Wie denkt der Verbraucher wirklich über umweltfreundliche Maßnahmen, die er am Ende womöglich im Geldbeutel zur spüren bekommt? Aus einer aktuellen Untersuchung geht hervor, dass das Interesse am Umweltbewusstsein in der Bevölkerung in starkem Zusammenhang mit dem davon betroffenen Bereich steht.
Im Mittelpunkt der Umweltpolitik stand in diesem Jahr natürlich die Entscheidung der Bundesregierung, den Ausstieg aus der Atomenergie zu beschleunigen. Den damit einhergehenden Ausbau der Stromnetze nehmen die Bundesbürger gerne in Kauf. Über 70 Prozent sind aktuell bereit, den Ausbau in ihrer unmittelbaren Umgebung zu akzeptieren, wenn sie dadurch einen Beitrag zum Atomausstieg leisten können. Grundsätzlich sind sogar über 80 Prozent der Deutschen der Meinung, dass die Nutzung von Kernkraftwerken aufgrund der ungeklärten Endlagerproblematik dauerhaft nicht zu verantworten sei.

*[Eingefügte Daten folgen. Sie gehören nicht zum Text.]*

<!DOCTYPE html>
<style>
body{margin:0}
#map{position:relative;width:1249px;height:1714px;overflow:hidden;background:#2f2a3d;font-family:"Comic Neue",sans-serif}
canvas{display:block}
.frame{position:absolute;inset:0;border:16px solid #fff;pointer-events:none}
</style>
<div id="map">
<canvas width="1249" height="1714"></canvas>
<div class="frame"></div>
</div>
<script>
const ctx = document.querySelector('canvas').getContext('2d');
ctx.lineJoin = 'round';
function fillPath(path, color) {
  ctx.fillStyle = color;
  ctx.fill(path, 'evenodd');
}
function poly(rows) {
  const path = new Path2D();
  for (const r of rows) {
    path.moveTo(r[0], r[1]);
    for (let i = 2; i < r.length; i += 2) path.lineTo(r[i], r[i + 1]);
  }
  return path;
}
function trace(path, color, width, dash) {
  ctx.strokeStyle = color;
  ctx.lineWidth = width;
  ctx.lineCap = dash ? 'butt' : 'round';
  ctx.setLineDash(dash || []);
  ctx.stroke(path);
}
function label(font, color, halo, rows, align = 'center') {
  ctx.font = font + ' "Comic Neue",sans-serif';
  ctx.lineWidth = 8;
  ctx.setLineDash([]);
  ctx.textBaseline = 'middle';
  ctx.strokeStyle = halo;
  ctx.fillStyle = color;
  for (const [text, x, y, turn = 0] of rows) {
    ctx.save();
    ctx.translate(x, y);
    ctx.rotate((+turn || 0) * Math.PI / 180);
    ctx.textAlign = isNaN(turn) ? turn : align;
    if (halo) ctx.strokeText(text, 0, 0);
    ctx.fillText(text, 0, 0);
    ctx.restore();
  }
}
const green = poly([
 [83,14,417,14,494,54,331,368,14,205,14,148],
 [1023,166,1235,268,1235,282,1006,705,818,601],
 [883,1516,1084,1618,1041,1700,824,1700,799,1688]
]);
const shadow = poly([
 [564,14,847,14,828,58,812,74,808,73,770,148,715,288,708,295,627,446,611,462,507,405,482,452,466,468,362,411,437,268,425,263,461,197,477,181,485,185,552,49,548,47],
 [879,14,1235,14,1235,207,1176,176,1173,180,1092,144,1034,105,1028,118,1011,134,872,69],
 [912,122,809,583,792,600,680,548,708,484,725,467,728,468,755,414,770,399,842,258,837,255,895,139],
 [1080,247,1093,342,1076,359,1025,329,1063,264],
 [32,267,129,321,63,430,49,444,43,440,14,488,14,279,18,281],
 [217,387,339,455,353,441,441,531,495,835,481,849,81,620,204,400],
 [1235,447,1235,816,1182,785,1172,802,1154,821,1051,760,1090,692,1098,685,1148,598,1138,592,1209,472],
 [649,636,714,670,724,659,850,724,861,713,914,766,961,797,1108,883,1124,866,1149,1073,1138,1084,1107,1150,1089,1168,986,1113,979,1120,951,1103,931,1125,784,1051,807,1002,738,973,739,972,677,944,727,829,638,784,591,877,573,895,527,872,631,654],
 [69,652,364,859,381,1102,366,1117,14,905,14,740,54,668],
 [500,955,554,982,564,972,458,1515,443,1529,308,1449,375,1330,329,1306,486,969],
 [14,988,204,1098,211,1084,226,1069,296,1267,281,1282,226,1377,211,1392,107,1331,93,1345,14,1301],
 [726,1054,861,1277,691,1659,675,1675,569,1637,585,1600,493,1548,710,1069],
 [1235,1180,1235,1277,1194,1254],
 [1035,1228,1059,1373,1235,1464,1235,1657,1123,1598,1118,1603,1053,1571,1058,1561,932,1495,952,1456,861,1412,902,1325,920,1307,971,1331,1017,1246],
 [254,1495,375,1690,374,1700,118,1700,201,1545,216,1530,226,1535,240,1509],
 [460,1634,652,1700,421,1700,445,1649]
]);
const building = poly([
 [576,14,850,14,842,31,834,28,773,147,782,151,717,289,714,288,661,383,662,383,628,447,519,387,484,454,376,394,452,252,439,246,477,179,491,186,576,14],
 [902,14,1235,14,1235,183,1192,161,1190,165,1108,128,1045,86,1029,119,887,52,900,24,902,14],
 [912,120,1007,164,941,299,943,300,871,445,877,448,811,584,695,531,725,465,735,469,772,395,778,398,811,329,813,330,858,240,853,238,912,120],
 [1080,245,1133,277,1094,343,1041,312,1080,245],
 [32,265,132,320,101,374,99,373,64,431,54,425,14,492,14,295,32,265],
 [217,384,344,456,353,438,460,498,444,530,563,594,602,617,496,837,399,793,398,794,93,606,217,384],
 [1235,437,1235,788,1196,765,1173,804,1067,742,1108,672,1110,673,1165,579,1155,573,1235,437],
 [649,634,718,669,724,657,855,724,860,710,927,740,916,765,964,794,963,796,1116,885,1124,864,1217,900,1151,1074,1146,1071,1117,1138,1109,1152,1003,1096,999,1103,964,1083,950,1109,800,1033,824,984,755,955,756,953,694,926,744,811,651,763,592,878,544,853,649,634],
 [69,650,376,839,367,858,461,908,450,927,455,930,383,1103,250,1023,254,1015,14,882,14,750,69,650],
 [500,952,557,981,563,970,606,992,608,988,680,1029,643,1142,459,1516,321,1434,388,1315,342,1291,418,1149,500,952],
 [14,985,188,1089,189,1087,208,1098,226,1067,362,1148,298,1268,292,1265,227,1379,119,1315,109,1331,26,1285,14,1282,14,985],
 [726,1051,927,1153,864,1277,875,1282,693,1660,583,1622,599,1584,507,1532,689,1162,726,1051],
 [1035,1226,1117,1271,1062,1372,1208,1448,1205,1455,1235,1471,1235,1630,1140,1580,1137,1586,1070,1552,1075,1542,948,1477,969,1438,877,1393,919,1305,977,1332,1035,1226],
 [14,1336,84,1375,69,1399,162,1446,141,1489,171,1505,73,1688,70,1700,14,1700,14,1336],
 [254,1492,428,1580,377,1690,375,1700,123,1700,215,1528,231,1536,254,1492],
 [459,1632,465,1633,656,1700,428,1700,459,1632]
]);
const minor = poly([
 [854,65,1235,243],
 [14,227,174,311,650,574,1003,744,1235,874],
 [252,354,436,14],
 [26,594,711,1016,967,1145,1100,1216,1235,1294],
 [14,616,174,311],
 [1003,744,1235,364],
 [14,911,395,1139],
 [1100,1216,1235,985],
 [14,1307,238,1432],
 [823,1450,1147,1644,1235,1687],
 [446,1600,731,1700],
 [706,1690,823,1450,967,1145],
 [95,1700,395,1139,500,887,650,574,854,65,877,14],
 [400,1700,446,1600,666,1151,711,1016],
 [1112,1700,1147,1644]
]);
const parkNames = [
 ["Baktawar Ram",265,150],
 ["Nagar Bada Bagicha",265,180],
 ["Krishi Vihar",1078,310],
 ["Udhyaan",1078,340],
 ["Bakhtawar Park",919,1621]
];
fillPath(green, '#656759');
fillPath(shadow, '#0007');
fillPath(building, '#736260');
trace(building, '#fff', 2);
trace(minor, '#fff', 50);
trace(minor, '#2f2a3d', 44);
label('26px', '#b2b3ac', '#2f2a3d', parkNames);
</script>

Auch die Zweifel über die Sicherstellung der Stromversorgung ist nur für eine Minderheit ein Argument, die Kernenergie auch künftig zu nutzen. Ganz im Gegenteil: Fast 70 Prozent glauben, dass erneuerbare Energien wie Sonne und Windkraft die Kernenergie in Zukunft komplett ersetzen können.
Höhere Lebensmittelpreise akzeptiert
Weniger Interesse an umweltbewusstem Handeln herrscht hingegen noch beim Lebensmitteleinkauf. So achtet die Mehrheit der Bevölkerung noch nicht darauf, ob Produkte umweltschonend hergestellt wurden und ob diese mit entsprechenden Bio- oder Umweltsiegeln versehen sind. Doch die Aufmerksamkeit wächst. Immerhin etwa jeder zweite Bürger wäre bereit, höhere Preise für ein umweltfreundliches Erzeugnis zu bezahlen.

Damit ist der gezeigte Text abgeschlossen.